# food advise please



## catcoonz (Aug 4, 2012)

I have a rescue girl who has been with me for a while, bloods all negative and she is healthy(ish).

The problem i have is she will only eat Royal Canin kitten biscuits, ive tried bozita, raw and other brands of food but she refuses to eat anything other than rc kitten.

Problem i have is i cant get her weight stable, she came to me at 2.4kgs and she is 1 and half years old, feels bony all the time. Her weight did get up to 3kgs but then she suddenly loses all her weight and goes back to 2.4kgs or 2.6kgs.

Im at a loss as what to do and im very worried about her, ive told the vet neutering her would stable her weight but they wont neuter until her weight stays on, ive asked several vet practises but they all say the same.

Is there anything i can do to help her, no medical conditions have been found but i feel we are missing something. I dont want to lose her but i cant think of anything which will help.


----------



## we love bsh's (Mar 28, 2011)

Out of all the dry rc kitten would be best for her weight.

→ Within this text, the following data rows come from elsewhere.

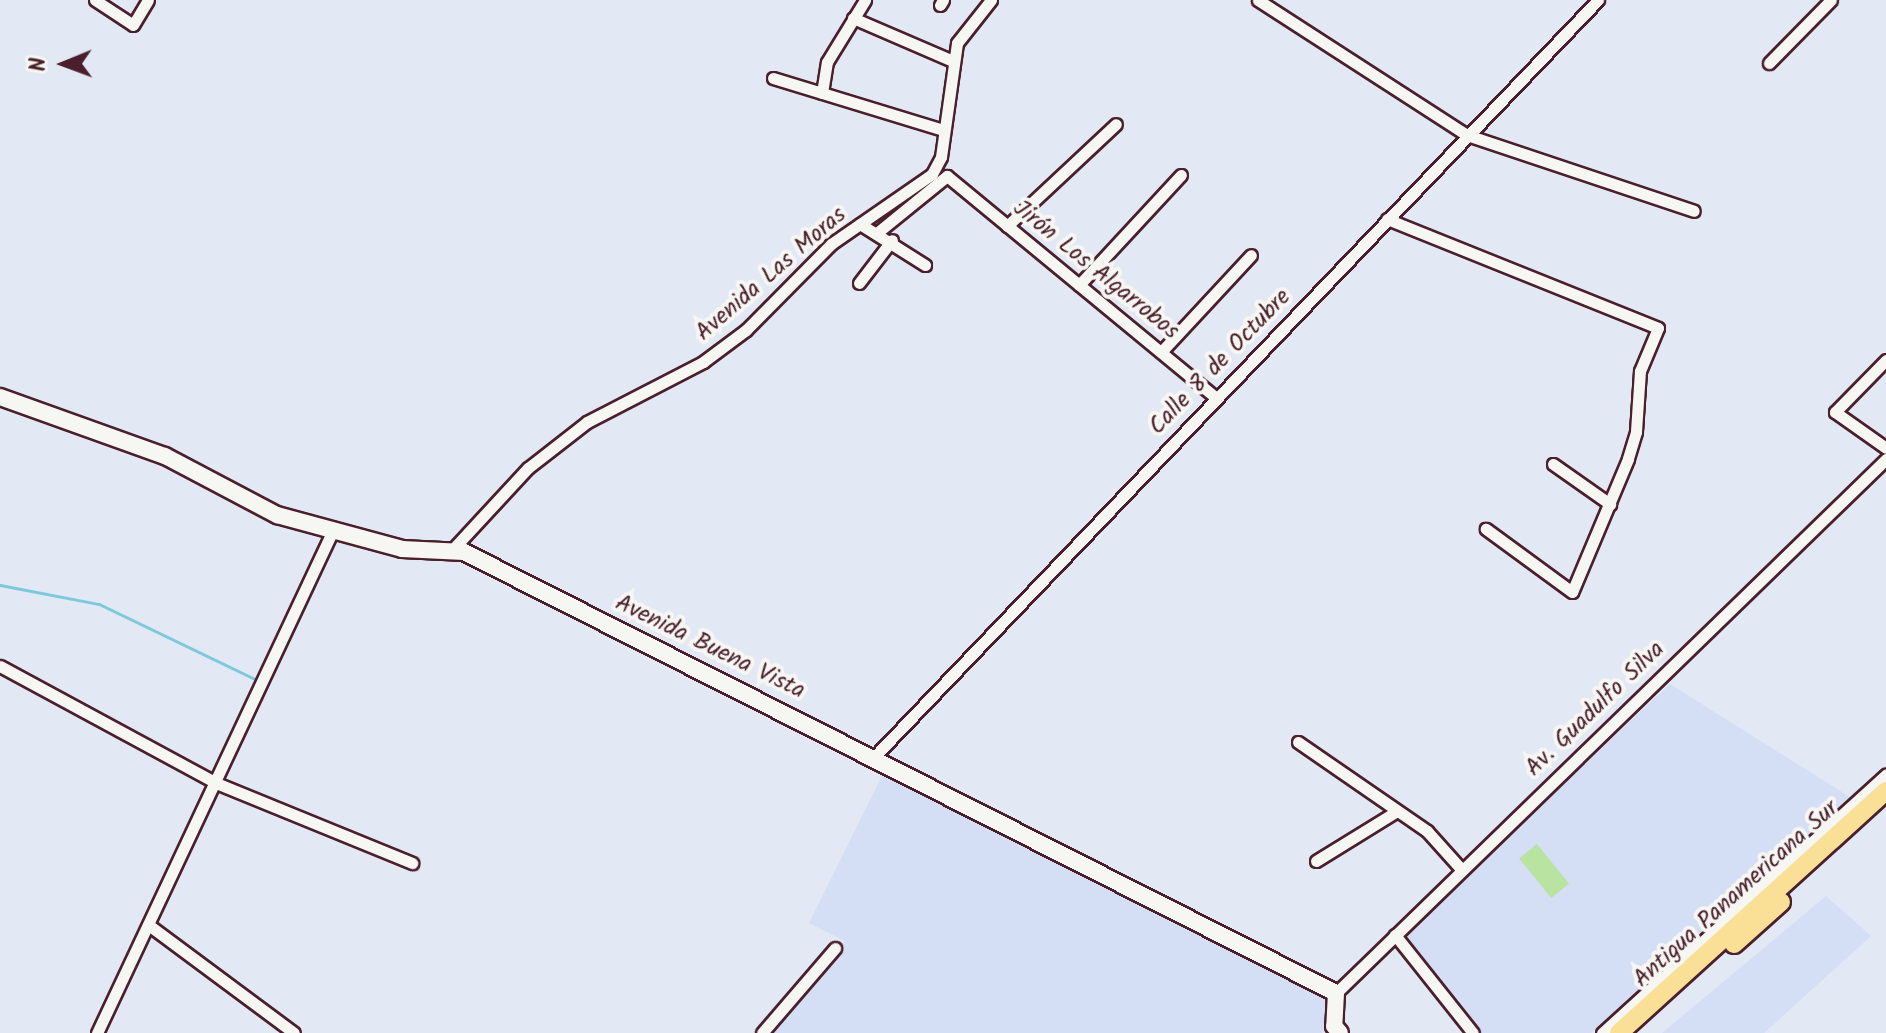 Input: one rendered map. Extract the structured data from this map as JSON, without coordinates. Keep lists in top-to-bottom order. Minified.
{"streets":{"main road":["Antigua Panamericana Sur"],"street":["Jirón Los Algarrobos","Avenida Las Moras","Calle 8 de Octubre","Avenida Buena Vista","Av. Guadulfo Silva"]},"crossings":[["Jirón Los Algarrobos","Calle 8 de Octubre"],["Avenida Las Moras","Avenida Buena Vista"],["Calle 8 de Octubre","Avenida Buena Vista"],["Avenida Buena Vista","Av. Guadulfo Silva"]],"north":"left"} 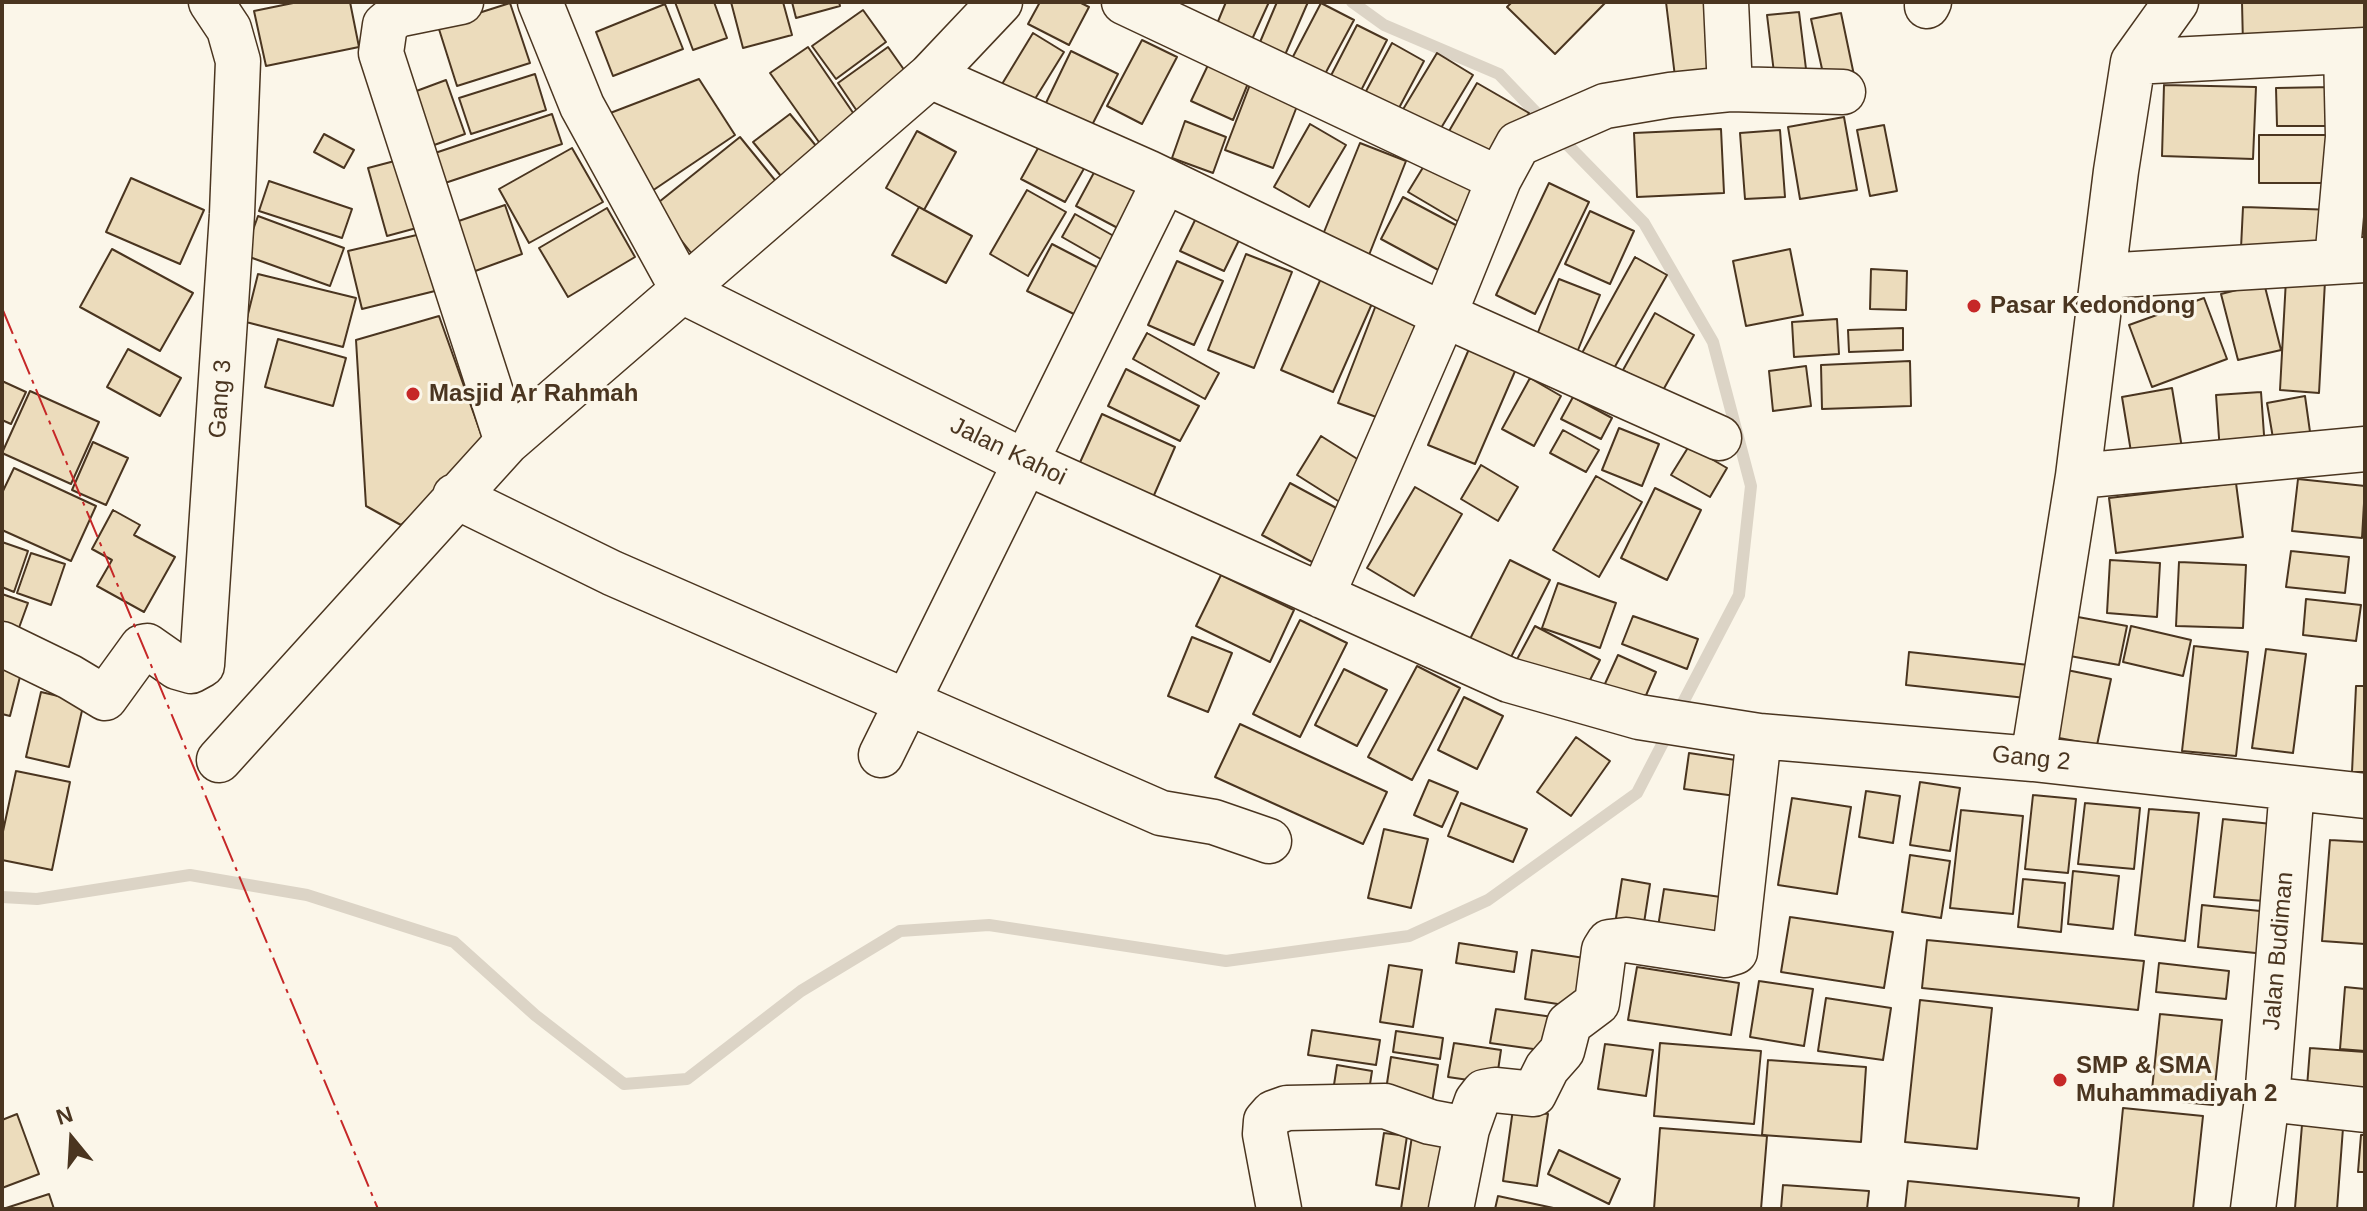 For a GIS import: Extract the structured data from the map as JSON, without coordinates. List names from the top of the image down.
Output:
{
  "streets": {
    "street": [
      "Gang 3",
      "Jalan Kahoi",
      "Gang 2",
      "Jalan Budiman"
    ]
  },
  "crossings": [
    ["Jalan Kahoi", "Gang 2"],
    ["Gang 2", "Jalan Budiman"]
  ],
  "places": ["Pasar Kedondong", "Masjid Ar Rahmah", "SMP & SMA Muhammadiyah 2"],
  "north": "top"
} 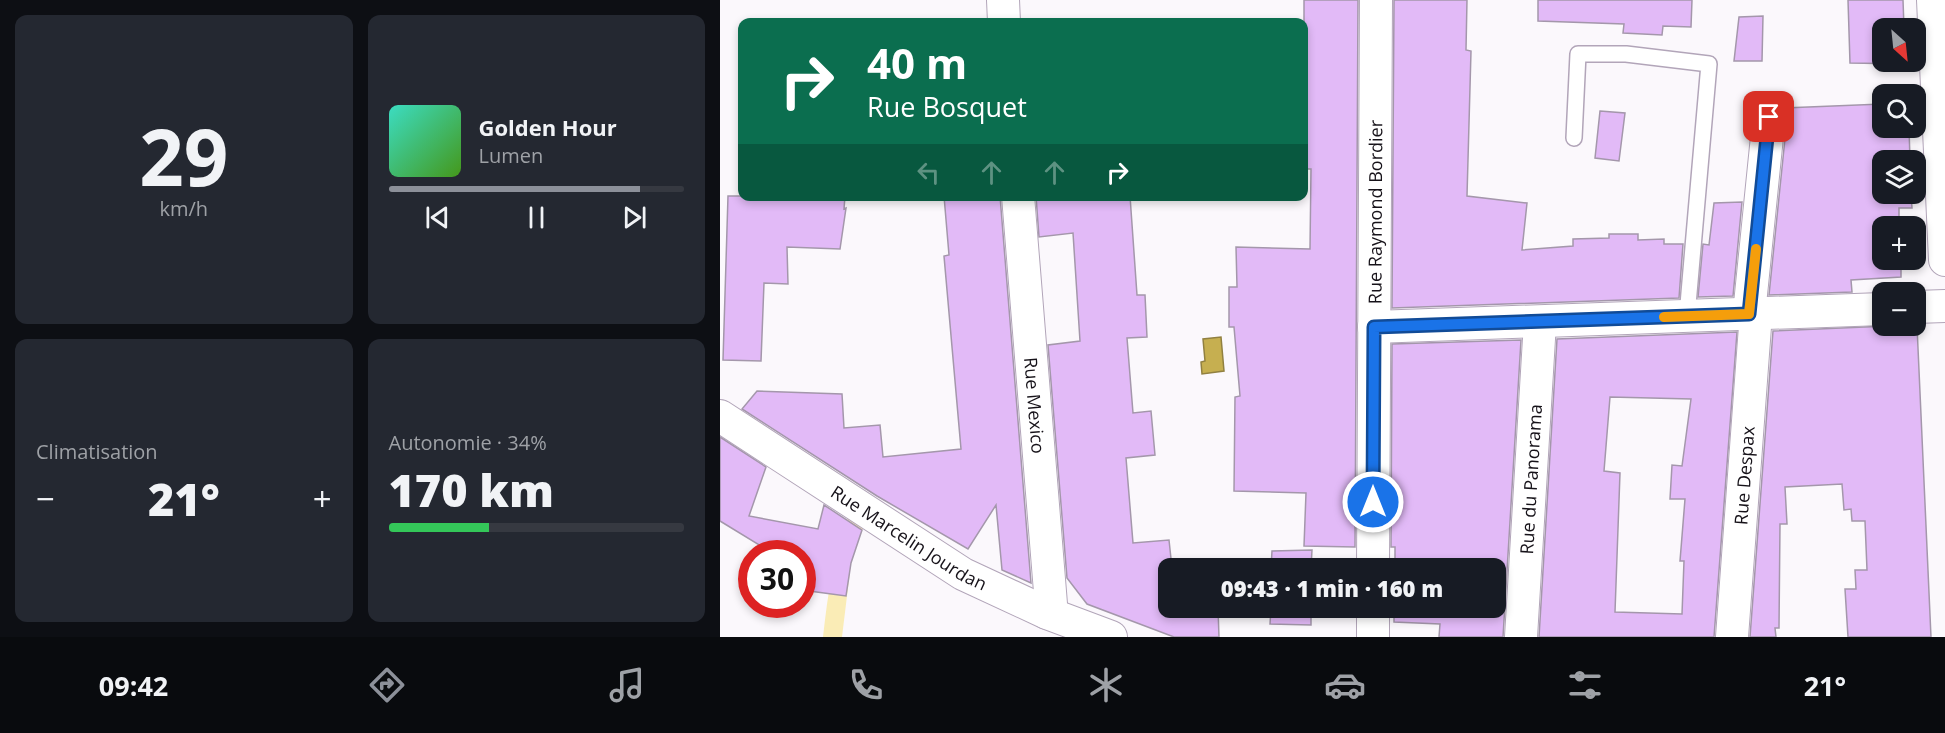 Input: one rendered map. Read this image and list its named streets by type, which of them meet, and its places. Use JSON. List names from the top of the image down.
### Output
{
  "streets": {
    "street": [
      "Rue Raymond Bordier",
      "Rue Mexico",
      "Rue Despax",
      "Rue du Panorama",
      "Rue Marcelin Jourdan"
    ]
  },
  "crossings": [
    ["Rue Mexico", "Rue Marcelin Jourdan"]
  ],
  "north": "bottom right",
  "page": {
    "tile": [
      ["29", "km/h"],
      "Climatisation",
      ["Autonomie · 34%", "170 km"]
    ],
    "map_buttons": ["+", "−"],
    "turn": ["40 m", "Rue Bosquet"],
    "song": ["Golden Hour", "Lumen"],
    "heat": ["−", "21°", "+"],
    "limit": "30",
    "trip": "09:43 · 1 min · 160 m",
    "tabs": ["09:42", "21°"]
  }
}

Have you tried mixing some chicken broth into the raw? maybe that would temp her,or mix tomato flavored sardines into it or tuna? Other than that i cant think what else to try.


----------



## Cookieandme (Dec 29, 2011)

April will only really eat RC BSH biscuits and weighted 2.54kg when spayed. I was concerned she wasn't eating enough but was 2.57kg the following week at her second post op checkup.


----------



## ribbon (Apr 16, 2012)

Have you tried any of the less-then-good wet foods? I only ask because Bagheera loves RC biscuits (different type though) but has never really accepted any of the good quality foods. However he happily chomps on JWB, gourmet and some sheba, much to my disgust after I spent loads trying to get him to eat better food!

It is strange that her weight's so unstable though. Is she eating less/more at different times or on different days? Is she eating the recommended amount (or more) of the biscuits?


----------



## catcoonz (Aug 4, 2012)

Thats a good point, i can try her on Sheba as i havent tried that yet, have tried felix and whiskas but no joy.
She does eat enough biscuits, she has a bowl full which she eats every day plus i keep this topped up, so why she loses her weight i dont understand.


----------



## we love bsh's (Mar 28, 2011)

catcoonz said:


> Thats a good point, i can try her on Sheba as i havent tried that yet, have tried felix and whiskas but no joy.
> She does eat enough biscuits, she has a bowl full which she eats every day plus i keep this topped up, so why she loses her weight i dont understand.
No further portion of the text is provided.